Backing up a little - Trying to get LAPACK to work...

Bruce Labitt bruce.labitt at myfairpoint.net
Tue May 25 22:07:24 EDT 2010


Jerry Feldman wrote:
> On 05/25/2010 09:03 PM, Bruce Labitt wrote:
>   
>> Umm, my CLAPACK experiment is not doing so well.  (Reference Shot in the 
>> Dark Thread)  So I thought I'd try to interface to the "industry 
>> standard" LAPACK.  In the end, I expect to use CLAPACK, but I thought 
>> since MATLAB, GSL, SciPy, et. al use LAPACK, perhaps I could at least 
>> get some real work(TM) (coding) done.
>>
>> Fundamentally, the LAPACK results are the same as in CLAPACK, I suppose 
>> that is good in a way.  I rewrote everything in C using the accumulated 
>> knowledge I've gained.  Nearly everything is on the heap.  mallocs and 
>> frees where they belong.  When the 2x2 example is run, it works.  
>> Valgrind declared no leaks, no problems. 
>>
>> When the 9x9 example is run, it segfaults.  The program architecture is 
>> test1.c, svd.c.  test1 is "main".  svd.c is a wrapper function that 
>> actually calls the FORTRAN subroutine zgesvd_.  The segfault occurs when 
>> returning from svd.c, not returning from the FORTRAN subroutine.
>>
>> Valgrind reports that the routine does not know where to return to, 
>> i.e., the return address is 0x?  From what I've been told this is 
>> indicative of a stack error (overrun).
>>
>> If instead of using zgesvd_, I put in a dummy set of operation which 
>> actually write to all of the output matrices and then returns from 
>> svd.c, the program runs with no "error" for the 9x9 case.  I did this 
>> experiment to see if I was doing something wrong.
>>
>> Next I tried compiling with the -fstack-protector-all switch.  If I 
>> removed the dummy operations (put back to "normal") and ran the 9x9 
>> case, zgesvd_ gave results (reported INFO=0) which indicated success.  
>> The svd.c routine returned to main (test1.c) and printed out an entirely 
>> optimistic success message ;).  However, on the next instruction, which 
>> accesses the output arrays, the system segfaulted with a similar 0x? 
>> error.  In other words the main program can no longer access the arrays 
>> which it had malloc'ed (and had not yet freed).
>>
>> If I am interpreting this correctly then it seems there is a stack error 
>> of some sort in my compiled version of LAPACK.  Or? <smart people fill 
>> in the blank here, please!>
>>
>> Does anyone have an idea?
>> One thing that I can try is to use the "reference" LAPACK in my system 
>> and link to it.  That way I can hopefully take out the effect of my build.
>> Any other suggestions?
>>
>> Jeesh, this was supposed to be 'just' a port...  :-[
>>     
>
> What you describe is indicative of stack corruption. If the pointers
> that used to have the malloc'd addresses are null then either you failed
> to check the results of malloc, or something wrote into your local
> stack. This can happen when something goes beyond the boundaries of
> arrays. This is another thing that Purify does for you.
>
>
>   
OK, I thought it seemed like stack corruption, too. 
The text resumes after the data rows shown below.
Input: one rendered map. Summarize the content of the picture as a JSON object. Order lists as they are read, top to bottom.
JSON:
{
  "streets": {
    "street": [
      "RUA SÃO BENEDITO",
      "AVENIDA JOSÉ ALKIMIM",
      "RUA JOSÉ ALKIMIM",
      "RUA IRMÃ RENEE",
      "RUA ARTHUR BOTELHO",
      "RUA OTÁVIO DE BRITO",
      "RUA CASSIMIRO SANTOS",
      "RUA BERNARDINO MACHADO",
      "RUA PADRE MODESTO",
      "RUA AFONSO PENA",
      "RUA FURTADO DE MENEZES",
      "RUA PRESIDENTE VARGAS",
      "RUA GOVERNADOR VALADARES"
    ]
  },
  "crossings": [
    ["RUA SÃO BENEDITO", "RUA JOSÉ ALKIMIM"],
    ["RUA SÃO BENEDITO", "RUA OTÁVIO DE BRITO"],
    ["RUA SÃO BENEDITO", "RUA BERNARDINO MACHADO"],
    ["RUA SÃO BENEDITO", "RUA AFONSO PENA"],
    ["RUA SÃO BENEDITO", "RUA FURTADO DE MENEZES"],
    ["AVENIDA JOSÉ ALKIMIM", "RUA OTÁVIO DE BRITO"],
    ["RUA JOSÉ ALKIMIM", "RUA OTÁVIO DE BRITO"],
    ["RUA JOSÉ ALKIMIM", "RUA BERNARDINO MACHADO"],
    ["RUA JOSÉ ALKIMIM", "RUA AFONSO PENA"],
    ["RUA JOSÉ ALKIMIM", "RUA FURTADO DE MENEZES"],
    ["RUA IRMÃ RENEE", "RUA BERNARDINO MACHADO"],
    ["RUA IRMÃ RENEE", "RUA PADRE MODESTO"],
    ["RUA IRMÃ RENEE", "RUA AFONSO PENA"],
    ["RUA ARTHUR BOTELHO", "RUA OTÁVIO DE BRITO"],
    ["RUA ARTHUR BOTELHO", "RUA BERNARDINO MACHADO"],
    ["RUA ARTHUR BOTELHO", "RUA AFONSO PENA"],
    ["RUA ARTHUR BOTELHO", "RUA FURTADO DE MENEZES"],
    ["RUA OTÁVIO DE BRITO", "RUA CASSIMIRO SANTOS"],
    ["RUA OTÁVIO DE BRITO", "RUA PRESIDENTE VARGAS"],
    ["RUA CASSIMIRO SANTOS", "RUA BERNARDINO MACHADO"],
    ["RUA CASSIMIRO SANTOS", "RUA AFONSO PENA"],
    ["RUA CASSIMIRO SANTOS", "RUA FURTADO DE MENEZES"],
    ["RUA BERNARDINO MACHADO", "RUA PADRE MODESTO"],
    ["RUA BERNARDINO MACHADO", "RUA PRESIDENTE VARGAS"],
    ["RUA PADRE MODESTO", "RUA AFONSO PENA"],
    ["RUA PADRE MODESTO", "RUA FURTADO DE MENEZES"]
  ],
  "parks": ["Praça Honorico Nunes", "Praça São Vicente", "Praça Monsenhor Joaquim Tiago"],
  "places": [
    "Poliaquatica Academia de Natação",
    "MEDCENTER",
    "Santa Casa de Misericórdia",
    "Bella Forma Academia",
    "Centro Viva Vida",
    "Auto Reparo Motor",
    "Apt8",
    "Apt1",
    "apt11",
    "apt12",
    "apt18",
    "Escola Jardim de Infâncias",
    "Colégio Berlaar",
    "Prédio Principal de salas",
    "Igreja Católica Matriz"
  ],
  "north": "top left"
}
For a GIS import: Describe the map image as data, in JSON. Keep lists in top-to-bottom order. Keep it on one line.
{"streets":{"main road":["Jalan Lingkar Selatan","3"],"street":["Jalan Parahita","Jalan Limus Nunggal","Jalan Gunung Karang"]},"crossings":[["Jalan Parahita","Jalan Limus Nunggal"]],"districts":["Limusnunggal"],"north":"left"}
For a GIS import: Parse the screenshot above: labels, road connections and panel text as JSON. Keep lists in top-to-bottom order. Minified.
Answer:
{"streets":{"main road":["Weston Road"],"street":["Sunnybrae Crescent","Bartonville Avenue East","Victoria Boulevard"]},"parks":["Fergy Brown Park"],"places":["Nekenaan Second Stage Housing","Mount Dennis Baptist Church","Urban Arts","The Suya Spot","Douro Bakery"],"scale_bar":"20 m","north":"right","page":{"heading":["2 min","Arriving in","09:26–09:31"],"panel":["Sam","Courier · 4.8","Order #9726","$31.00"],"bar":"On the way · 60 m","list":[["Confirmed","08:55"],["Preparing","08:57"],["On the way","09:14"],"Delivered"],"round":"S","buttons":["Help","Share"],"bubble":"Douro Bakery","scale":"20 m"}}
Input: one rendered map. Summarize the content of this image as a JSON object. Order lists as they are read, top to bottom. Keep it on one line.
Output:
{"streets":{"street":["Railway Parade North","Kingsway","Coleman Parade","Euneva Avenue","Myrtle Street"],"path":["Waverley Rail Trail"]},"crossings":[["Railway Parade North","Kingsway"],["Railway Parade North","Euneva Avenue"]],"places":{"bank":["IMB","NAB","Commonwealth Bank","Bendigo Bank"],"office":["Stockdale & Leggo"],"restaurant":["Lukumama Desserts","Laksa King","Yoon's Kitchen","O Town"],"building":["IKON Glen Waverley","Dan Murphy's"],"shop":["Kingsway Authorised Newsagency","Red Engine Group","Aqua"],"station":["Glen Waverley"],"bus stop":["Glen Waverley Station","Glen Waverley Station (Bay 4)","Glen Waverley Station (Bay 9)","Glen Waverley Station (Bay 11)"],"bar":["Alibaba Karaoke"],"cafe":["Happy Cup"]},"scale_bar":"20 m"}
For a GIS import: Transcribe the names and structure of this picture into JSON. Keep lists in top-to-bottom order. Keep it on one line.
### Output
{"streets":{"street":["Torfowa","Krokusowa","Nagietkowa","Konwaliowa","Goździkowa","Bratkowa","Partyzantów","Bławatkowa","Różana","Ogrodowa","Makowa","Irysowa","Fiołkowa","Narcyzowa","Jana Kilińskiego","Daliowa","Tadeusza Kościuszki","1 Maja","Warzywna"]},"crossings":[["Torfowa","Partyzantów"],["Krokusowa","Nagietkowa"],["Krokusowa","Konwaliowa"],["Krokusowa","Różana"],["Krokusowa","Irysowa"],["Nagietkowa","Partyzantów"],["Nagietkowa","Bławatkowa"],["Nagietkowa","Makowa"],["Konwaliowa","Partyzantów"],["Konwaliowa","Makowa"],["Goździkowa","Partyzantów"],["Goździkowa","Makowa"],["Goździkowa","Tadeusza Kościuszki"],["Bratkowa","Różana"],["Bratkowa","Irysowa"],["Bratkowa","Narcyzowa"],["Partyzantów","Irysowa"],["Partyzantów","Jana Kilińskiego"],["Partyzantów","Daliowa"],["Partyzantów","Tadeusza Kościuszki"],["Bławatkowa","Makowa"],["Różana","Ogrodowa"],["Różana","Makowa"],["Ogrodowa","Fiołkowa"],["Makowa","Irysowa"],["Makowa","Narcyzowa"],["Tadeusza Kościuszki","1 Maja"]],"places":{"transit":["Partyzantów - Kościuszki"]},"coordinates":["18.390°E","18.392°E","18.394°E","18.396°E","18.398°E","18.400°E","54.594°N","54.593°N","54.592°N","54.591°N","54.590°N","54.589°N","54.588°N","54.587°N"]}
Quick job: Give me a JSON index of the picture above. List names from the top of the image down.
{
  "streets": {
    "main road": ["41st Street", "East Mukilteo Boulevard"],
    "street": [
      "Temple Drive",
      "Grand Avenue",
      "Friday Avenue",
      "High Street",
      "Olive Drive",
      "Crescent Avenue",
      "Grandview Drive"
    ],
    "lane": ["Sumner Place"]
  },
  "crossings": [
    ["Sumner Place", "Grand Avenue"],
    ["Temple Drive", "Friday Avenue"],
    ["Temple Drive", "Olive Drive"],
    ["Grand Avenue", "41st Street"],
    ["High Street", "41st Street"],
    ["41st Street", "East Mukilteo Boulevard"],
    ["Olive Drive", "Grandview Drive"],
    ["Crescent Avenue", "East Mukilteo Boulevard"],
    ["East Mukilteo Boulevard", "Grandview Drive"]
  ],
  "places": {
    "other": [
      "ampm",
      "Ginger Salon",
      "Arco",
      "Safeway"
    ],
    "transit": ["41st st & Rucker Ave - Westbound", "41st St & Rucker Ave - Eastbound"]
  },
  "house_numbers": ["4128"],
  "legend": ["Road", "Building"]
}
I know I didn't check the results of malloc directly - however, I made 
it a point to write to the arrays to initialize them to a known value.  
If I had a bad malloc, wouldn't the program have died during that 
initialization?  It was one of those arrays whose pointer got hosed.

Purify & Insure++ are looking pretty good right now...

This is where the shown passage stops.